__ASSIGNED TASK__. The lines from the start of the records through the one containing "position:absolute; width:44px; margin:-22px;" are to be restated word for word; please include both ends.

------ INPUT

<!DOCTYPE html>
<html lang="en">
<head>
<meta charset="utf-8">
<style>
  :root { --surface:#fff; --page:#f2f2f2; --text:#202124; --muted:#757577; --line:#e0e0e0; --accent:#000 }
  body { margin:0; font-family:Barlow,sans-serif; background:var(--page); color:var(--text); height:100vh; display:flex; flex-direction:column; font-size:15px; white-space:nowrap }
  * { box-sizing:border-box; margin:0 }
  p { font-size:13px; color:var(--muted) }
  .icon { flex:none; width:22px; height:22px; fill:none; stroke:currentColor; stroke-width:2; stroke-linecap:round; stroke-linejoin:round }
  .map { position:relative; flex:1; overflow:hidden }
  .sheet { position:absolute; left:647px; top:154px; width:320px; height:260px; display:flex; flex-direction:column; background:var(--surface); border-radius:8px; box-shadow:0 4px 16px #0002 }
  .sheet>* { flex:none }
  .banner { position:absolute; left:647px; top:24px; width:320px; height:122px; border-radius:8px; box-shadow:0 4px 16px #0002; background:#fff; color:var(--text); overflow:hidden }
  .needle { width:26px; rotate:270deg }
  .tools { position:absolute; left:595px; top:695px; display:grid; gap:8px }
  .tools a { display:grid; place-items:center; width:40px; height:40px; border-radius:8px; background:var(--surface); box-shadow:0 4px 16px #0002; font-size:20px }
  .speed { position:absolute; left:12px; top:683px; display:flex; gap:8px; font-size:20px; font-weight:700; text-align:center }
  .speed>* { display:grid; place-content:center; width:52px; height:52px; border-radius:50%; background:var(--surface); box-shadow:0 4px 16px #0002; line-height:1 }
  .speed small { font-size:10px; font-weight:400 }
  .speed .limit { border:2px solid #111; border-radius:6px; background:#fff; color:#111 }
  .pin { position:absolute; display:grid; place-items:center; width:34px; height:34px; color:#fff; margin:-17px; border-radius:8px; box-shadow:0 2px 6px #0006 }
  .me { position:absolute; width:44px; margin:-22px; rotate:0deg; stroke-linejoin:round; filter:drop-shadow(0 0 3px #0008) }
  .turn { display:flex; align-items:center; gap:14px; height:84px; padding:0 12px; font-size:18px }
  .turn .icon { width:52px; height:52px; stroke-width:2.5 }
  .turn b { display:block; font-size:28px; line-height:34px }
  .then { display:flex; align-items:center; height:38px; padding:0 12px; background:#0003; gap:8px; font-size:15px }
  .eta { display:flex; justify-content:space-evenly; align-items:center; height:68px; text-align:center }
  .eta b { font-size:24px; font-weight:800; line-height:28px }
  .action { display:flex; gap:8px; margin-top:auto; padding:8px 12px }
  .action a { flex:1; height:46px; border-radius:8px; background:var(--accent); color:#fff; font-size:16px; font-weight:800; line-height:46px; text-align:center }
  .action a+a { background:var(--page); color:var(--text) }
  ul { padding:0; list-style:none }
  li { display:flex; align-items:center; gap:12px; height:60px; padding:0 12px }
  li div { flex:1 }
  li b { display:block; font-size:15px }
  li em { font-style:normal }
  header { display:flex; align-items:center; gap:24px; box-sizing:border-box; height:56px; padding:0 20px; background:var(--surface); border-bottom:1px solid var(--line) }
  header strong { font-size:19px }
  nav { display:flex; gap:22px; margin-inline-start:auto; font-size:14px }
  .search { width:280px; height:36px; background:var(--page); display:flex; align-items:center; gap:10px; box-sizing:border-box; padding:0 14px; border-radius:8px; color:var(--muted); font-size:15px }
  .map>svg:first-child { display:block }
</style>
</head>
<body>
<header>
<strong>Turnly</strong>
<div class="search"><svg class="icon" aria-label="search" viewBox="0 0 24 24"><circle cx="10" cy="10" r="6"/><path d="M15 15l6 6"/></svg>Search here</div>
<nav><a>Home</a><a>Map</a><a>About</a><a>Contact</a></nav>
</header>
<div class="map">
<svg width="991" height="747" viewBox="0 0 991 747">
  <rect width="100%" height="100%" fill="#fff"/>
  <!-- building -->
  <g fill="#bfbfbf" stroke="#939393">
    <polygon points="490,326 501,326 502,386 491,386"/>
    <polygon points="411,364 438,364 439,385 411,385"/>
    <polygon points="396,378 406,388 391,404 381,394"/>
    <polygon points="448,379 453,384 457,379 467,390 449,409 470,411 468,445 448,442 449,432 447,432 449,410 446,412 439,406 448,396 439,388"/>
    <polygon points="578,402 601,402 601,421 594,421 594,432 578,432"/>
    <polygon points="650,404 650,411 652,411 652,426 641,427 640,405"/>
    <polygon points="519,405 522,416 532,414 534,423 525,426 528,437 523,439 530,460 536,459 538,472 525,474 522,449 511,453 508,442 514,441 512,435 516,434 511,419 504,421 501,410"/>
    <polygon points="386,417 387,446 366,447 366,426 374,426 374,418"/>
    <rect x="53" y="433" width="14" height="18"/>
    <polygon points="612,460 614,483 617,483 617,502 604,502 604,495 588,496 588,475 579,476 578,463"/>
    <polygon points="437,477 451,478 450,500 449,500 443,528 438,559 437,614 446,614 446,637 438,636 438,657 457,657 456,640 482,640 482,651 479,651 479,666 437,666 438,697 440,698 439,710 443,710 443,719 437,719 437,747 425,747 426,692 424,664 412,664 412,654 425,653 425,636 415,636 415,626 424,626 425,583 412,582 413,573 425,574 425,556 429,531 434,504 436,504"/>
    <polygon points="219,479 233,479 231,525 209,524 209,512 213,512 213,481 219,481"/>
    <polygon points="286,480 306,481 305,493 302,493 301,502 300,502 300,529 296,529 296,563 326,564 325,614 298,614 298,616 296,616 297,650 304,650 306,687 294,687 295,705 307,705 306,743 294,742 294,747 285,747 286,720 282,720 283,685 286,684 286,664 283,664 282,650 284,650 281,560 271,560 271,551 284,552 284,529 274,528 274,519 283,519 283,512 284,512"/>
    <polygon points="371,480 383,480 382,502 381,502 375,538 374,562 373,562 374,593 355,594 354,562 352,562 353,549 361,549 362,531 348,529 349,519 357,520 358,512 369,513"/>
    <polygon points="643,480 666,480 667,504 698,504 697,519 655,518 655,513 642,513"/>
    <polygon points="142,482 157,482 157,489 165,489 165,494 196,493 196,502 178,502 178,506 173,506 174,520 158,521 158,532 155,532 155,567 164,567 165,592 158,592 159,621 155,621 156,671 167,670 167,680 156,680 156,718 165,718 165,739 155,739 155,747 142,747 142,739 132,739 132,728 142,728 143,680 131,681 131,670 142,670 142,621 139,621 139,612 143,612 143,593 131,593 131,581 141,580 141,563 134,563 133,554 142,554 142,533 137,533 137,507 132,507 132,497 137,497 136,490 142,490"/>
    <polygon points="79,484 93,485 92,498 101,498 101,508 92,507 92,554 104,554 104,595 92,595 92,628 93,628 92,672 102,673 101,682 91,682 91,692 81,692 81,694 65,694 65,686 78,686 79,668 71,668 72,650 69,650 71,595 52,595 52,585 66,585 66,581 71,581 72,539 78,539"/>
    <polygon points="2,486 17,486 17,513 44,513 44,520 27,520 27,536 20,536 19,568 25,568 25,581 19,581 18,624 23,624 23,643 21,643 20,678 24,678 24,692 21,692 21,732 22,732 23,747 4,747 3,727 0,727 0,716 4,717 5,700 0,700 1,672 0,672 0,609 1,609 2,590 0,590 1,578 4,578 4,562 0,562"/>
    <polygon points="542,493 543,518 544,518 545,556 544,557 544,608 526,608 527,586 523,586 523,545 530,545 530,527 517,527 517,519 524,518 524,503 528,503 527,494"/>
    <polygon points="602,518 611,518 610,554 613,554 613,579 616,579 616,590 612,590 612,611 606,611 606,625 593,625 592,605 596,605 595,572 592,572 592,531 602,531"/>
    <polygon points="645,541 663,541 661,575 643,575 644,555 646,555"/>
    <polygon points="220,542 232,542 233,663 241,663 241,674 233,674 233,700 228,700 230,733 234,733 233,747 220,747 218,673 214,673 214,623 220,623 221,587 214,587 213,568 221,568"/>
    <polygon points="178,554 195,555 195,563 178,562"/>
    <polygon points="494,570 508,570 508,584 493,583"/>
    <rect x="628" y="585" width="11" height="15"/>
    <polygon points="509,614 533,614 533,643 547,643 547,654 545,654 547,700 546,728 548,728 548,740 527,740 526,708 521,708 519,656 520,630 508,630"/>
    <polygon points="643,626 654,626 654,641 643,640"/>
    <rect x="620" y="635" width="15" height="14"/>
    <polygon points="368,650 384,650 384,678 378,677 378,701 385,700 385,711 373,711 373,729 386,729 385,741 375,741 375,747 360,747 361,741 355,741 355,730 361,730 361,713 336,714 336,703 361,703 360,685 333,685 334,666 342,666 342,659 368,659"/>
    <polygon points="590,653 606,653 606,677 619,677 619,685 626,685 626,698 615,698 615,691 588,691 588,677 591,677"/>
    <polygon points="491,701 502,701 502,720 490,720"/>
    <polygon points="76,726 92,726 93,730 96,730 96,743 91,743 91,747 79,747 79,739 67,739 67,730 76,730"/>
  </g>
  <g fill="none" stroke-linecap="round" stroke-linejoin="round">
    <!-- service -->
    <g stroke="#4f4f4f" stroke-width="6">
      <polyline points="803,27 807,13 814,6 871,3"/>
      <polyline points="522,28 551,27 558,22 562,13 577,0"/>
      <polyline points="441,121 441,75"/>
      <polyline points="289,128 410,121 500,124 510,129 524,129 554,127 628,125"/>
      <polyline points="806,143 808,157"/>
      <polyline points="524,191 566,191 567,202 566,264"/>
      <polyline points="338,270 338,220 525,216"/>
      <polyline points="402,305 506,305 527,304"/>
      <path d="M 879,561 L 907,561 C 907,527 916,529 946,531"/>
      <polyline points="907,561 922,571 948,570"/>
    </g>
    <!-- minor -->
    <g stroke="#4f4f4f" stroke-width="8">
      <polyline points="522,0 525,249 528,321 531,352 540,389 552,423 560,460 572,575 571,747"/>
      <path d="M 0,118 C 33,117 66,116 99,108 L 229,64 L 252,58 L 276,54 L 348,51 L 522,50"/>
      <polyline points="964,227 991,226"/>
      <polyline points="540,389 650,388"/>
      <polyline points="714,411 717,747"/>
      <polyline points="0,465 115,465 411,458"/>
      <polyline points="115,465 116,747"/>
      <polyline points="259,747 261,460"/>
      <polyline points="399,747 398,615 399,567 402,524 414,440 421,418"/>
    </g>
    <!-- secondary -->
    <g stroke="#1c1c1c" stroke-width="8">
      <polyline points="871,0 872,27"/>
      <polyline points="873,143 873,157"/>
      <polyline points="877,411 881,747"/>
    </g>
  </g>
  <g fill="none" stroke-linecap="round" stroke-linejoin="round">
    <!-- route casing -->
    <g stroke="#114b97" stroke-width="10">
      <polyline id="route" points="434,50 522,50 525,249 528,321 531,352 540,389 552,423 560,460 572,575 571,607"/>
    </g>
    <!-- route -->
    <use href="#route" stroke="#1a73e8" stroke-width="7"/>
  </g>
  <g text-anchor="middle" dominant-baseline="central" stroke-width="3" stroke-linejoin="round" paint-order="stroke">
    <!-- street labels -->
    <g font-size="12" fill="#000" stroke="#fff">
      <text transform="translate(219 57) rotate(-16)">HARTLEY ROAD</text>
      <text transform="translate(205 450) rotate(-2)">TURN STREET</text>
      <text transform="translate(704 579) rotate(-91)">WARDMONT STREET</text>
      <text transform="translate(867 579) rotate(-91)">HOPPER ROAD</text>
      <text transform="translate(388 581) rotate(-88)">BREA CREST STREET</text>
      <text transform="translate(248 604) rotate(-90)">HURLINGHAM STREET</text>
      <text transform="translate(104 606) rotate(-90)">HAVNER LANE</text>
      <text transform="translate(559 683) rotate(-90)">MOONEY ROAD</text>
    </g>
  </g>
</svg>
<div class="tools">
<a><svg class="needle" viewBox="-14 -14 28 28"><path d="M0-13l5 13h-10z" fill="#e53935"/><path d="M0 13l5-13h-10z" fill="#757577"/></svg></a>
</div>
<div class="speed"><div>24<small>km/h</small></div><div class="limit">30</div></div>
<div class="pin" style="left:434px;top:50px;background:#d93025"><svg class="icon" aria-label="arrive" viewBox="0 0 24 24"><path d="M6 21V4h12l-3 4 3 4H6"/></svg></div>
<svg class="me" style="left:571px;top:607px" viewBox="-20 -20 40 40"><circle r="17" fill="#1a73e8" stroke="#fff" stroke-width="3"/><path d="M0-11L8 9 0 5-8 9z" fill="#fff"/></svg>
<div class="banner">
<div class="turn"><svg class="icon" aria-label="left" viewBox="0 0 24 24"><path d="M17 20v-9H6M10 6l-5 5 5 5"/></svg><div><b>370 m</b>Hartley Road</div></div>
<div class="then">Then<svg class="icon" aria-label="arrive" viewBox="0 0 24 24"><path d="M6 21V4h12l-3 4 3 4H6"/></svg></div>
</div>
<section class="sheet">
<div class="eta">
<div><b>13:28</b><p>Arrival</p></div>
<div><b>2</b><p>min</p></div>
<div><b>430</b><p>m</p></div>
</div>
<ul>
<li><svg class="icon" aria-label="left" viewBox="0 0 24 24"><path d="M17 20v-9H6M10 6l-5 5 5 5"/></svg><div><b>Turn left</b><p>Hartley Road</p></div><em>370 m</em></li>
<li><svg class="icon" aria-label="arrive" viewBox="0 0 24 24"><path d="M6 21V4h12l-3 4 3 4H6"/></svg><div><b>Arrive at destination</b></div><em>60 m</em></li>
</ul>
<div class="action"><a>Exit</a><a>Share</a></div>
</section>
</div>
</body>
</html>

------------

__EXERCISE OUTPUT__.
<!DOCTYPE html>
<html lang="en">
<head>
<meta charset="utf-8">
<style>
  :root { --surface:#fff; --page:#f2f2f2; --text:#202124; --muted:#757577; --line:#e0e0e0; --accent:#000 }
  body { margin:0; font-family:Barlow,sans-serif; background:var(--page); color:var(--text); height:100vh; display:flex; flex-direction:column; font-size:15px; white-space:nowrap }
  * { box-sizing:border-box; margin:0 }
  p { font-size:13px; color:var(--muted) }
  .icon { flex:none; width:22px; height:22px; fill:none; stroke:currentColor; stroke-width:2; stroke-linecap:round; stroke-linejoin:round }
  .map { position:relative; flex:1; overflow:hidden }
  .sheet { position:absolute; left:647px; top:154px; width:320px; height:260px; display:flex; flex-direction:column; background:var(--surface); border-radius:8px; box-shadow:0 4px 16px #0002 }
  .sheet>* { flex:none }
  .banner { position:absolute; left:647px; top:24px; width:320px; height:122px; border-radius:8px; box-shadow:0 4px 16px #0002; background:#fff; color:var(--text); overflow:hidden }
  .needle { width:26px; rotate:270deg }
  .tools { position:absolute; left:595px; top:695px; display:grid; gap:8px }
  .tools a { display:grid; place-items:center; width:40px; height:40px; border-radius:8px; background:var(--surface); box-shadow:0 4px 16px #0002; font-size:20px }
  .speed { position:absolute; left:12px; top:683px; display:flex; gap:8px; font-size:20px; font-weight:700; text-align:center }
  .speed>* { display:grid; place-content:center; width:52px; height:52px; border-radius:50%; background:var(--surface); box-shadow:0 4px 16px #0002; line-height:1 }
  .speed small { font-size:10px; font-weight:400 }
  .speed .limit { border:2px solid #111; border-radius:6px; background:#fff; color:#111 }
  .pin { position:absolute; display:grid; place-items:center; width:34px; height:34px; color:#fff; margin:-17px; border-radius:8px; box-shadow:0 2px 6px #0006 }
  .me { position:absolute; width:44px; margin:-22px; rotate:0deg; stroke-linejoin:round; filter:drop-shadow(0 0 3px #0008) }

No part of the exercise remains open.